Your answer must be the full listing below, repeated exactly, with no pictures in it.

**Recorded information:**
▶
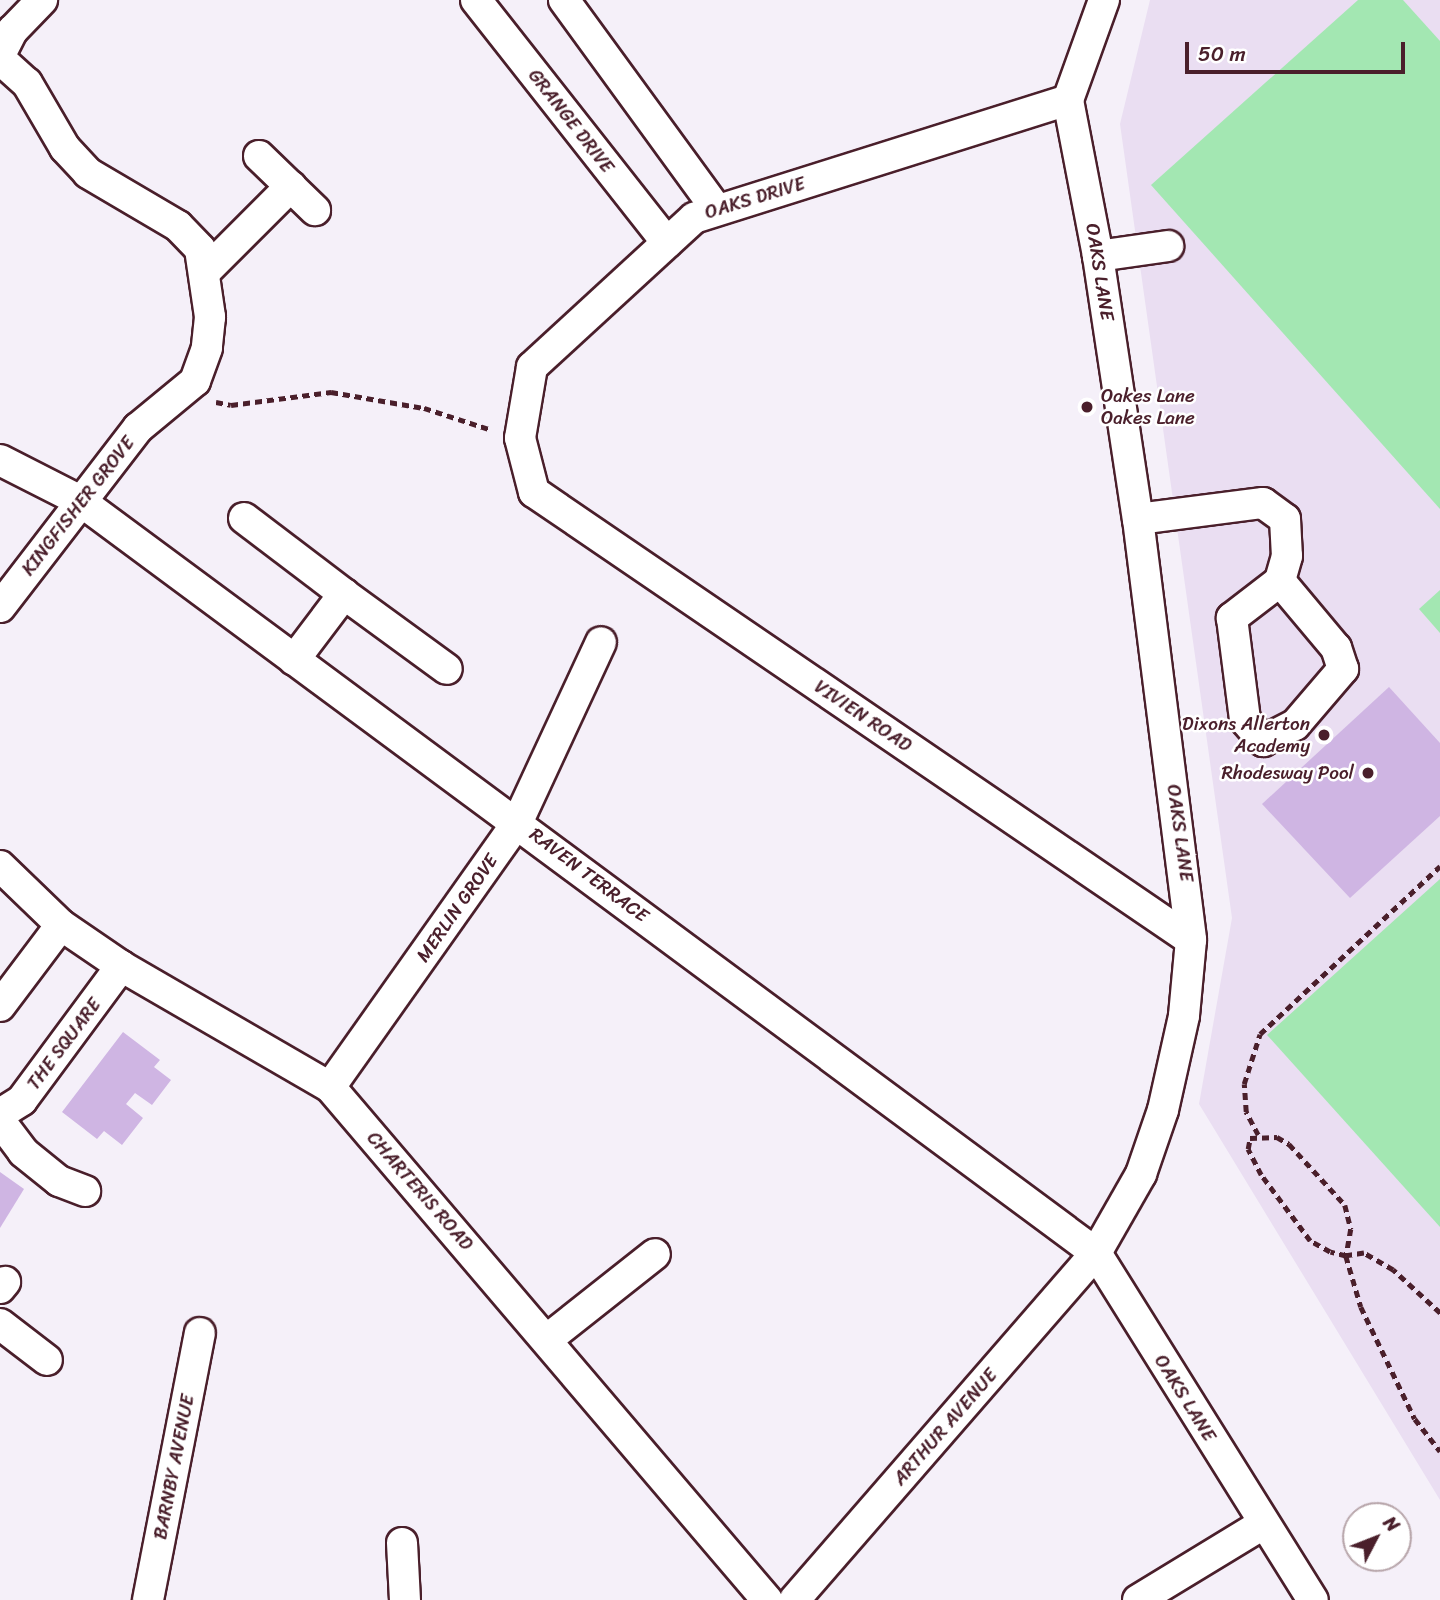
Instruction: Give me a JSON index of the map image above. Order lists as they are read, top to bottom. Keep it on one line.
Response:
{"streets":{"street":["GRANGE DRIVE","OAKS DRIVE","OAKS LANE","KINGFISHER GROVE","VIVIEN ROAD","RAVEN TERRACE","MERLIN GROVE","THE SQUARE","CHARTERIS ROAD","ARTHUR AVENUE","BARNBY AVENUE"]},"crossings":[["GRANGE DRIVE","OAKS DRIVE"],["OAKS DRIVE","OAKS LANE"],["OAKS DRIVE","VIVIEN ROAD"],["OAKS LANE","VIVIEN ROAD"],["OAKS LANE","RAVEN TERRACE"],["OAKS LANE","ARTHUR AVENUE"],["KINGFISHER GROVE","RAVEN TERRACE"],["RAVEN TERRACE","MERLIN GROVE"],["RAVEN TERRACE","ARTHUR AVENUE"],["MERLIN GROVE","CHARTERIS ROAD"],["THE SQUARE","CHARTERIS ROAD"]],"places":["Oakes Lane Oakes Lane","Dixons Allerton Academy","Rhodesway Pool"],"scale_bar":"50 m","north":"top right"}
◀
**Response area:**
Instruction: Give me a JSON index of the map image above. Order lists as they are read, top to bottom. Keep it on one line.
Response:
{"streets":{"street":["GRANGE DRIVE","OAKS DRIVE","OAKS LANE","KINGFISHER GROVE","VIVIEN ROAD","RAVEN TERRACE","MERLIN GROVE","THE SQUARE","CHARTERIS ROAD","ARTHUR AVENUE","BARNBY AVENUE"]},"crossings":[["GRANGE DRIVE","OAKS DRIVE"],["OAKS DRIVE","OAKS LANE"],["OAKS DRIVE","VIVIEN ROAD"],["OAKS LANE","VIVIEN ROAD"],["OAKS LANE","RAVEN TERRACE"],["OAKS LANE","ARTHUR AVENUE"],["KINGFISHER GROVE","RAVEN TERRACE"],["RAVEN TERRACE","MERLIN GROVE"],["RAVEN TERRACE","ARTHUR AVENUE"],["MERLIN GROVE","CHARTERIS ROAD"],["THE SQUARE","CHARTERIS ROAD"]],"places":["Oakes Lane Oakes Lane","Dixons Allerton Academy","Rhodesway Pool"],"scale_bar":"50 m","north":"top right"}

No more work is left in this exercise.